- **WORK REQUEST**:
Transcribe verbatim the span of lines that opens with the line containing "box.roundRect(x - w" and closes with the last line of the data below.

Stored data entries
════════════════

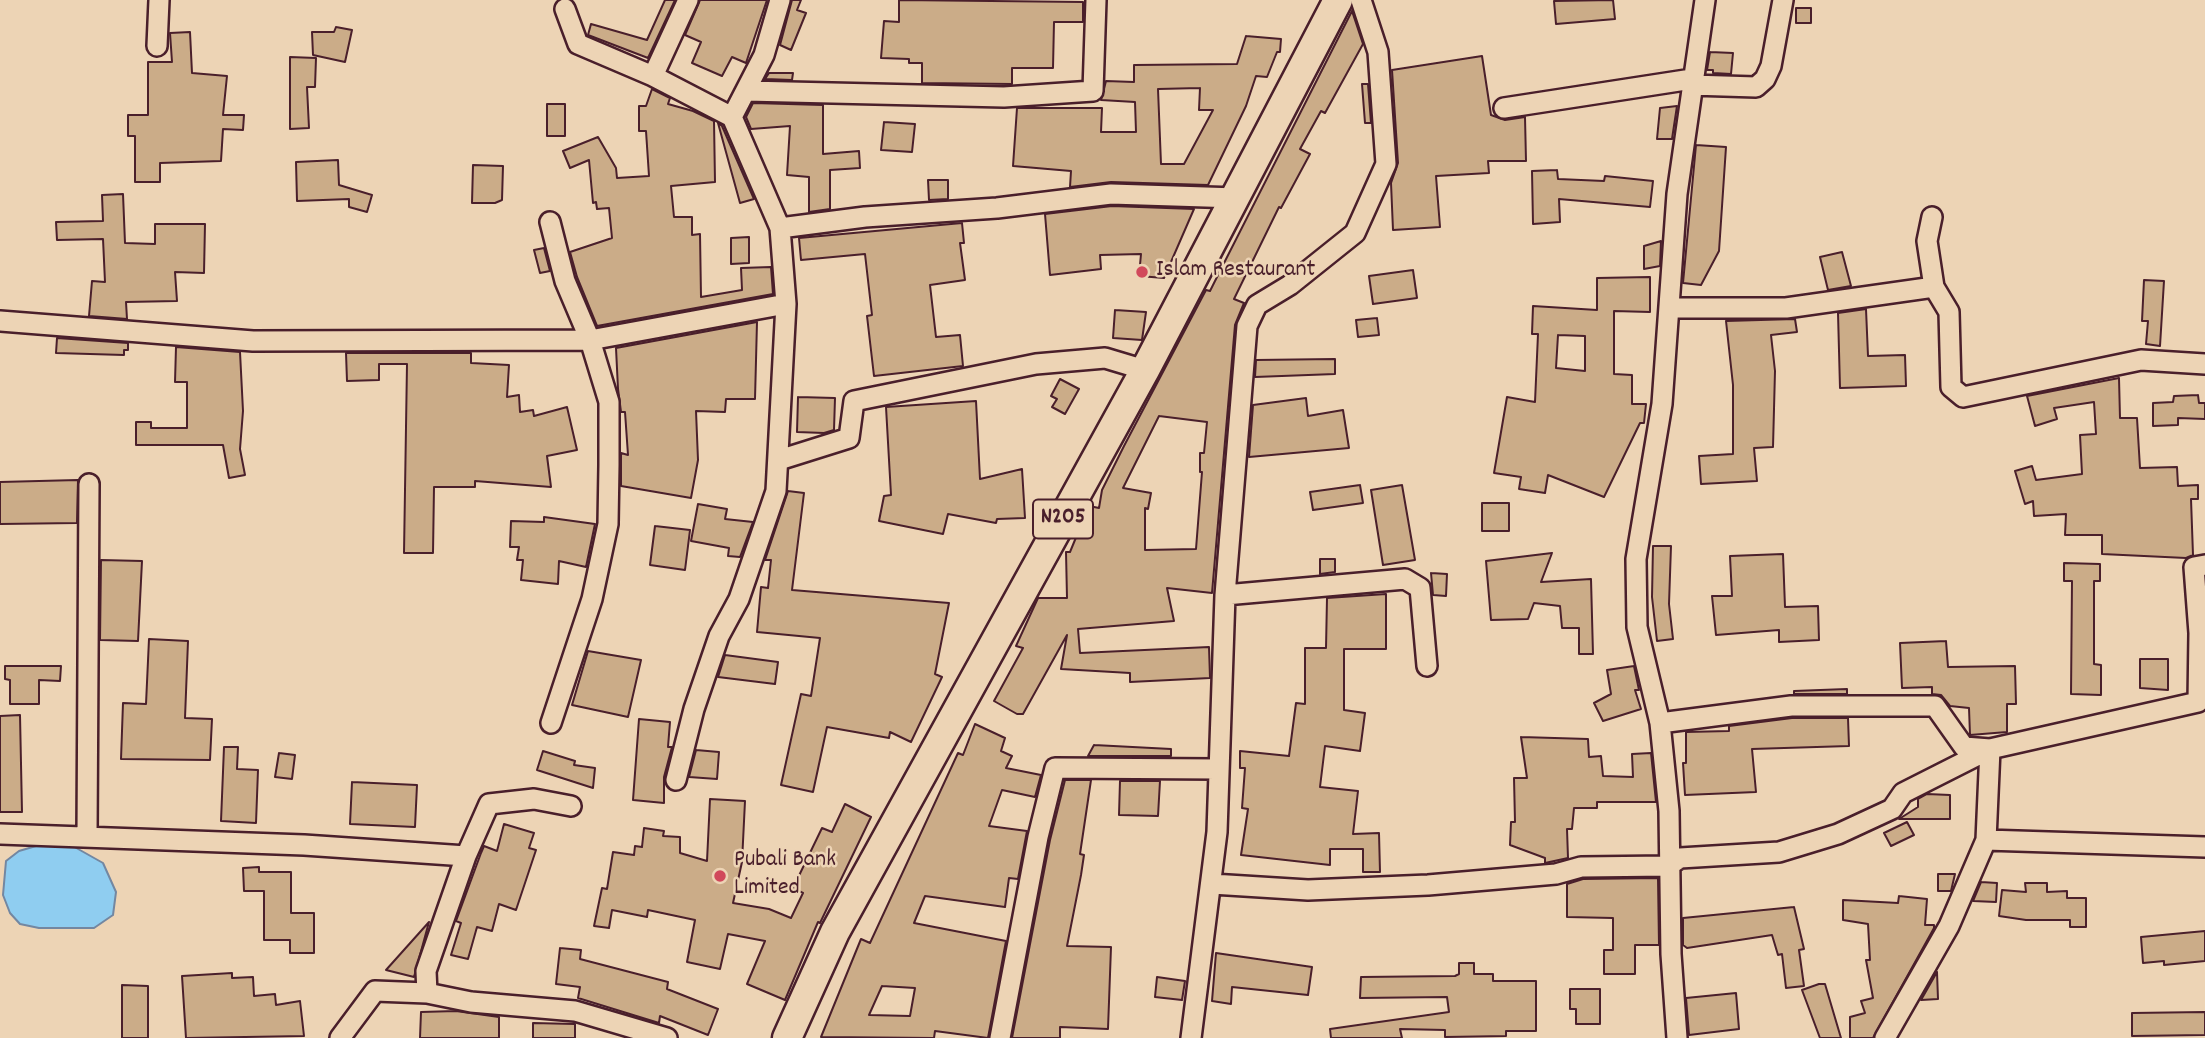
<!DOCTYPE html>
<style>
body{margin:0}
canvas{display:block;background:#edd4b5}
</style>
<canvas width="2205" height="1038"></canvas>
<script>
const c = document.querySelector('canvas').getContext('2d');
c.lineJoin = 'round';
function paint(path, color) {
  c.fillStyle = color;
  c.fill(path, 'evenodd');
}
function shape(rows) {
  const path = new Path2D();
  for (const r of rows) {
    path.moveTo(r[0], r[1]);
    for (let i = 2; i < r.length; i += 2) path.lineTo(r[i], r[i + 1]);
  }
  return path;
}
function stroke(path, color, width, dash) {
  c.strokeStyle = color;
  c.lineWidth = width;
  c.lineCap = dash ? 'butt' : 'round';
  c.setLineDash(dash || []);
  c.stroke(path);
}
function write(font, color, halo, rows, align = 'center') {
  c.font = font + ' Dekko,sans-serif';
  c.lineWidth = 5;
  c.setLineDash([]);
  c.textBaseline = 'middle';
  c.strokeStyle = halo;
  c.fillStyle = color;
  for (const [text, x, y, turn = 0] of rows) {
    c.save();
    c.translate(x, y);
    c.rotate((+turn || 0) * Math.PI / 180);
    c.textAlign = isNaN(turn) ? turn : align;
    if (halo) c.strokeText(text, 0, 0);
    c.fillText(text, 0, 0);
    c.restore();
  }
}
const water = shape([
 [71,845,103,863,116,892,113,915,94,928,39,928,20,924,10,913,3,895,6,861,19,851,36,846,71,845]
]);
paint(water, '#8fcdf0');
stroke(water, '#7387a1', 2);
const building = shape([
 [665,0,675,0,648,58,588,35,591,24,647,40,665,0],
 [700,0,767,0,746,63,732,57,722,76,692,63,701,42,685,35,700,0],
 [792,0,801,0,797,10,806,13,791,50,780,45,792,0],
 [899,0,1083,2,1083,22,1054,22,1053,68,1012,68,1012,84,922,83,922,63,909,63,909,59,881,58,884,21,899,22,899,0],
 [1613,0,1615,19,1556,24,1554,1,1613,0],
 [1796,8,1811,8,1811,23,1796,23,1796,8],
 [1352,11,1363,44,1325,113,1321,111,1300,149,1310,154,1281,208,1279,207,1234,299,1244,303,1235,325,1212,593,1167,588,1174,621,1078,629,1080,653,1209,647,1210,678,1130,682,1130,673,1061,669,1067,635,1023,714,1017,714,994,701,1023,648,1016,646,1038,598,1067,598,1066,552,1070,552,1089,506,1099,508,1102,490,1124,446,1206,290,1210,291,1222,267,1352,11],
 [1159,416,1207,422,1204,453,1200,453,1200,472,1202,472,1196,549,1145,550,1145,508,1148,509,1151,493,1123,488,1159,416],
 [336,27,352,30,345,62,313,55,312,32,334,32,336,27],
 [190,32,192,73,227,76,223,115,244,115,243,130,223,129,221,161,160,163,160,182,135,182,135,136,128,136,128,115,148,115,148,62,172,62,170,33,190,32],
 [1246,36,1281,39,1280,52,1277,52,1267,77,1256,76,1246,106,1208,185,1111,182,1070,187,1071,171,1013,166,1017,108,1102,108,1101,132,1136,132,1135,102,1101,100,1106,81,1134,82,1134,65,1237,64,1246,36],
 [1200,88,1199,110,1213,110,1184,164,1161,164,1158,89,1200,88],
 [1710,52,1733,53,1731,74,1713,73,1713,70,1707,70,1710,52],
 [1482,56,1491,115,1505,120,1525,117,1526,161,1488,161,1489,173,1436,176,1440,227,1393,230,1391,183,1398,163,1392,70,1482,56],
 [290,57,316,58,315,87,307,87,309,128,290,129,290,57],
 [769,73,793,73,792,80,765,79,769,73],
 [1362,84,1368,84,1371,123,1365,123,1362,84],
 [652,89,670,98,668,104,693,111,714,121,715,182,671,186,674,217,692,217,692,235,700,234,701,297,742,290,741,268,771,267,773,294,597,326,577,277,570,252,612,238,609,208,597,209,596,202,593,203,589,160,570,168,563,151,598,137,616,168,617,178,649,176,646,131,639,131,639,106,646,106,652,89],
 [753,103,823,105,823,154,859,151,860,168,830,170,830,209,809,212,809,177,787,175,790,126,751,129,746,117,753,103],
 [547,104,565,104,565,136,547,136,547,104],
 [1677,106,1672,139,1657,139,1660,108,1677,106],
 [884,122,915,124,912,152,881,150,884,122],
 [718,123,722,126,754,199,740,203,718,123],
 [1696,145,1726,147,1719,251,1701,285,1683,283,1696,145],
 [338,160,339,185,372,195,367,212,349,207,349,199,297,201,296,162,338,160],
 [473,165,503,166,502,200,495,203,472,203,473,165],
 [1557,170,1558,179,1604,181,1605,176,1653,181,1650,207,1559,199,1560,222,1533,224,1532,171,1557,170],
 [928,180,948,180,948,199,929,200,928,180],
 [123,194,125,243,155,244,155,224,205,224,204,273,175,272,177,301,126,302,127,319,89,316,92,281,105,282,103,239,57,240,56,222,103,221,102,195,123,194],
 [1112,206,1194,209,1164,278,1139,276,1141,254,1100,255,1101,269,1050,275,1045,214,1112,206],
 [962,223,964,243,960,243,965,280,930,285,936,337,960,335,963,366,874,376,867,316,872,315,865,254,801,260,799,238,962,223],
 [749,237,749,263,731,264,731,238,749,237],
 [1661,241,1660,266,1644,269,1644,246,1661,241],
 [544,248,550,271,540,273,534,250,544,248],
 [1842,252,1851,286,1828,290,1820,257,1842,252],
 [1413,270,1417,298,1373,304,1369,276,1413,270],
 [1650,277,1650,312,1614,311,1614,374,1632,375,1632,404,1646,404,1644,423,1640,423,1604,497,1548,475,1545,493,1519,489,1521,477,1494,473,1507,397,1535,402,1538,334,1532,334,1533,306,1597,310,1597,278,1650,277],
 [1558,335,1585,336,1585,371,1556,368,1558,335],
 [2144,280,2164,281,2160,346,2146,344,2148,321,2142,321,2144,280],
 [1866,309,1868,356,1905,355,1906,386,1840,388,1838,313,1866,309],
 [1115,310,1146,312,1142,340,1113,338,1115,310],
 [1377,318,1379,335,1358,337,1356,320,1377,318],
 [1795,319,1797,332,1771,335,1775,371,1773,447,1754,448,1757,481,1701,484,1699,456,1733,454,1733,385,1726,321,1795,319],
 [757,322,755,399,726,399,725,412,696,411,698,460,691,498,621,486,621,453,628,455,625,412,621,412,618,389,616,348,757,322],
 [57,338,128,343,128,350,124,350,124,355,56,353,57,338],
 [176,347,240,352,243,411,240,449,245,475,229,478,223,445,136,445,136,422,151,422,151,428,187,428,187,382,175,382,176,347],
 [346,353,471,353,471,363,509,365,507,397,519,395,520,412,533,410,534,416,567,407,577,450,547,456,551,487,475,481,475,487,434,487,433,553,404,553,407,364,379,364,379,380,347,381,346,353],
 [1335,359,1335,374,1255,377,1256,360,1335,359],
 [2119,378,2120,418,2137,418,2140,468,2177,467,2178,486,2198,485,2198,499,2191,499,2193,555,2186,558,2102,554,2102,535,2065,535,2066,514,2034,516,2033,501,2025,504,2015,471,2032,466,2036,480,2082,474,2080,435,2096,434,2094,402,2054,408,2057,419,2035,426,2027,396,2119,378],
 [1060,379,1079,389,1065,414,1052,407,1057,399,1051,396,1060,379],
 [2198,395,2199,403,2205,403,2205,419,2178,418,2178,425,2153,426,2153,403,2173,402,2174,396,2198,395],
 [798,397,835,398,834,430,824,433,797,432,798,397],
 [1306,398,1308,416,1343,410,1349,448,1249,457,1253,405,1306,398],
 [976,401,980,479,1022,469,1025,518,997,519,996,523,948,514,943,534,879,521,884,496,891,495,886,407,976,401],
 [78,480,77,523,0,524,0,482,78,480],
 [1360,485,1363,503,1313,510,1310,492,1360,485],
 [1402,485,1415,560,1383,565,1371,490,1402,485],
 [788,491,804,493,792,590,949,603,935,674,942,677,911,742,890,732,889,738,827,727,813,792,781,785,801,694,811,696,820,638,757,632,761,587,768,588,771,560,765,560,788,491],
 [1482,503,1509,503,1509,531,1482,531,1482,503],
 [698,504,727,509,725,519,753,522,740,557,728,556,729,548,691,541,698,504],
 [544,517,595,524,586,567,559,561,558,584,521,580,523,560,517,560,519,547,510,547,511,521,544,522,544,517],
 [655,526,690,530,685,570,650,565,655,526],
 [1653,546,1671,546,1669,604,1673,639,1657,641,1652,597,1653,546],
 [1552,553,1541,582,1591,579,1593,654,1579,654,1579,628,1562,628,1560,606,1534,603,1528,619,1491,620,1486,561,1552,553],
 [1783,554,1785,607,1818,606,1819,640,1779,642,1779,630,1716,635,1712,596,1732,596,1730,556,1783,554],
 [1320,559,1335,559,1335,572,1320,574,1320,559],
 [101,560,142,561,138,641,100,640,101,560],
 [2064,563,2100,564,2100,581,2094,581,2094,664,2101,665,2101,695,2071,694,2072,581,2064,581,2064,563],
 [1431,573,1447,574,1446,596,1433,595,1431,573],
 [1386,594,1386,649,1344,649,1344,710,1365,713,1360,751,1325,746,1320,787,1358,791,1353,834,1379,833,1380,872,1363,872,1363,849,1330,849,1330,865,1241,855,1248,809,1242,808,1245,768,1240,768,1240,751,1289,756,1296,703,1305,704,1305,648,1326,648,1327,598,1386,594],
 [149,639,188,641,185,718,212,719,210,760,121,759,123,703,146,704,149,639],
 [1946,641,1948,667,2015,666,2016,704,2007,704,2007,732,1970,735,1969,708,1950,706,1941,695,1932,694,1932,687,1902,688,1900,643,1946,641],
 [588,651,641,660,628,717,572,705,588,651],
 [725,655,778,662,775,684,718,677,725,655],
 [2140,659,2168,659,2168,690,2140,688,2140,659],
 [5,666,61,666,60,681,39,680,39,704,10,704,10,680,5,679,5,666],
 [1634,666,1639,690,1635,690,1641,709,1603,721,1594,703,1611,694,1607,670,1634,666],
 [1847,689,1847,694,1794,694,1794,691,1847,689],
 [20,715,22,812,0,812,0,716,20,715],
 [1792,718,1848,718,1849,746,1752,749,1756,792,1685,795,1683,763,1686,763,1686,732,1729,731,1729,726,1792,718],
 [639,719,670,722,668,747,672,747,664,777,664,803,633,800,639,719],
 [975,724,1005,738,1001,751,1012,756,1006,768,1041,775,1035,797,1002,790,989,826,1027,831,1018,879,1009,878,1005,907,925,896,914,923,1006,941,988,1038,935,1031,934,1038,821,1037,861,939,870,943,958,753,963,755,975,724],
 [882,986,915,988,910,1016,869,1015,882,986],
 [1521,737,1588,739,1589,757,1601,756,1603,776,1633,777,1632,754,1651,753,1656,802,1597,802,1597,808,1574,808,1572,829,1567,829,1568,858,1545,863,1545,858,1510,845,1511,822,1515,822,1514,778,1527,778,1521,737],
 [1094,745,1171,749,1171,756,1088,756,1094,745],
 [224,747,238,747,237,769,258,770,256,823,221,821,224,747],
 [696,750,719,752,717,779,689,777,696,750],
 [543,751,575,761,574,765,595,768,593,788,537,770,543,751],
 [279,753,295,755,292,779,275,777,279,753],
 [1065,780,1091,780,1080,854,1084,855,1081,875,1067,946,1111,947,1108,1029,1060,1027,1060,1038,1012,1038,1050,840,1065,780],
 [1120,781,1160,781,1158,816,1119,815,1120,781],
 [352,782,417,785,415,827,350,824,352,782],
 [1927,794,1950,795,1950,819,1899,819,1918,807,1918,799,1927,794],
 [710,799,745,801,742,862,733,903,769,909,791,918,803,893,793,888,822,828,832,832,845,804,871,817,820,923,818,922,785,1000,747,984,765,941,728,934,720,969,687,962,695,920,648,910,647,917,612,910,609,928,594,926,602,888,607,889,613,852,634,855,635,846,642,847,644,828,664,831,663,836,680,837,680,853,707,861,710,799],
 [1907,822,1914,835,1891,846,1884,833,1907,822],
 [504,824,534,833,529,848,536,850,516,910,499,904,492,931,477,927,468,959,451,955,461,923,456,921,481,853,484,846,497,851,504,824],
 [259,867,259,872,291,872,291,913,314,913,314,953,290,953,290,940,264,940,264,891,244,891,243,868,259,867],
 [1938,874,1955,874,1951,891,1938,891,1938,874],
 [1658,878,1659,945,1635,945,1635,974,1604,974,1604,950,1613,950,1613,918,1567,917,1567,884,1583,879,1658,878],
 [1981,882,1997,883,1996,902,1973,901,1981,882],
 [2025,883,2047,883,2047,892,2067,891,2067,898,2086,898,2086,927,2070,927,2070,920,2026,920,1999,916,2002,890,2026,892,2025,883],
 [1899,896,1927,899,1925,925,1934,925,1934,928,1873,1038,1850,1038,1850,1017,1865,1013,1861,1001,1873,998,1866,960,1870,960,1868,924,1843,920,1843,900,1898,903,1899,896],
 [1794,907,1804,949,1799,950,1804,986,1786,988,1782,954,1778,955,1772,935,1687,948,1683,945,1683,918,1794,907],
 [429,922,414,977,386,970,429,922],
 [2205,931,2205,961,2164,965,2164,961,2143,963,2141,937,2205,931],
 [560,948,581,950,580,959,668,982,667,989,718,1009,708,1035,660,1016,659,1023,578,998,580,987,556,984,560,948],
 [1216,953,1312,967,1308,995,1232,987,1231,1004,1212,1001,1216,953],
 [1459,963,1474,963,1474,974,1493,974,1493,981,1536,981,1536,1031,1506,1031,1506,1036,1445,1037,1445,1030,1400,1029,1402,1038,1331,1038,1330,1029,1449,1012,1447,997,1360,998,1361,977,1455,976,1459,974,1459,963],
 [1937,972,1938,999,1921,1000,1937,972],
 [232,973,232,978,253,977,254,996,275,994,276,1005,300,1001,304,1036,186,1038,182,976,232,973],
 [1157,977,1185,981,1182,1000,1155,997,1157,977],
 [1819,984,1825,984,1841,1038,1820,1038,1802,990,1819,984],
 [122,985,148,986,148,1038,122,1038,122,985],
 [1570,989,1600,989,1600,1024,1576,1024,1576,1009,1570,1009,1570,989],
 [1736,993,1739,1029,1689,1035,1686,998,1736,993],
 [456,1011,499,1017,499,1038,420,1038,421,1012,456,1011],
 [2205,1012,2205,1035,2132,1036,2132,1013,2205,1012],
 [533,1023,575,1024,575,1038,533,1038,533,1023]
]);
paint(building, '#cbac88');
stroke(building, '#4a1f2b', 2);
const minor = shape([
 [688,0,653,76,732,117,780,228],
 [565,9,578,44,653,76],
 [157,46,159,0],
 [1691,85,1756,87,1765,79,1771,66,1783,0],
 [746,91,1004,97,1093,91,1096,0],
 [1504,108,1692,79],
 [732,117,764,55,780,0],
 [1932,217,1927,241,1934,287,1949,312,1951,387,1963,397,2141,360,2205,364],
 [550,222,565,281,590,340,609,402,609,465,608,524,592,599,551,723],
 [1669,308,1786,308,1934,287],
 [0,321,253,341,590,340,786,304,780,228,865,217,997,208,1111,194,1237,198],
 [779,460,849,438,854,401,1036,364,1105,358,1145,370],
 [1225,595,1405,579,1420,588,1427,666],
 [1660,723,1791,706,1935,706,1964,747,1990,749],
 [676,780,694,709,719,636,739,599,776,491,786,304],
 [0,834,304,845,466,856],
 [87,836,89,484],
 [1986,840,2205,847],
 [1212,884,1308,890,1428,885,1556,874,1581,867,1668,866,1680,858,1779,852,1838,834,1892,809,1903,793,1990,749,2198,702,2199,633,2194,567,2205,565],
 [427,993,426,971,466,856,489,804,534,799,571,806],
 [340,1038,375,991,427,993,471,1002,575,1011,667,1038],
 [1000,1038,1038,837,1055,768,1218,769],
 [1191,1038,1217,832,1225,595,1247,326,1257,305,1290,285,1355,233,1386,164,1378,52,1361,0],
 [1677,1038,1671,954,1669,811,1660,723,1637,627,1636,559,1662,404,1677,194,1705,0],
 [1885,1038,1949,926,1986,840,1990,749]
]);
const highway = shape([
 [787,1038,835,932,1145,370,1338,0]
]);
stroke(minor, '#4a1f2b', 24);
stroke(highway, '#4a1f2b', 33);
stroke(minor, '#edd4b5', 19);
stroke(highway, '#edd4b5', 28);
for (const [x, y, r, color] of [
 [1142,272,7,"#d1495b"],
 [720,876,7,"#d1495b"]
]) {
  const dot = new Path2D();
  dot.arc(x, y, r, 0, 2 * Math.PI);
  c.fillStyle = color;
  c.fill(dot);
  stroke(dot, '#edd4b5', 2.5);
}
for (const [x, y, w] of [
 [1063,519,60]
]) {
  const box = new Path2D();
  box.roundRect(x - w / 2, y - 19.5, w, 39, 5);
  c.fillStyle = '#edd4b5';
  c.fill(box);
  stroke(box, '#4a1f2b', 2);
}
write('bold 23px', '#4a1f2b', null, [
 ["N205",1063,519]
]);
write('24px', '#4a1f2b', '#edd4b5', [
 ["Islam Restaurant",1156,272],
 ["Pubali Bank",734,862],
 ["Limited",734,890]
], 'left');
</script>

════════════════

- **WRITTEN REPLY**:
  box.roundRect(x - w / 2, y - 19.5, w, 39, 5);
  c.fillStyle = '#edd4b5';
  c.fill(box);
  stroke(box, '#4a1f2b', 2);
}
write('bold 23px', '#4a1f2b', null, [
 ["N205",1063,519]
]);
write('24px', '#4a1f2b', '#edd4b5', [
 ["Islam Restaurant",1156,272],
 ["Pubali Bank",734,862],
 ["Limited",734,890]
], 'left');
</script>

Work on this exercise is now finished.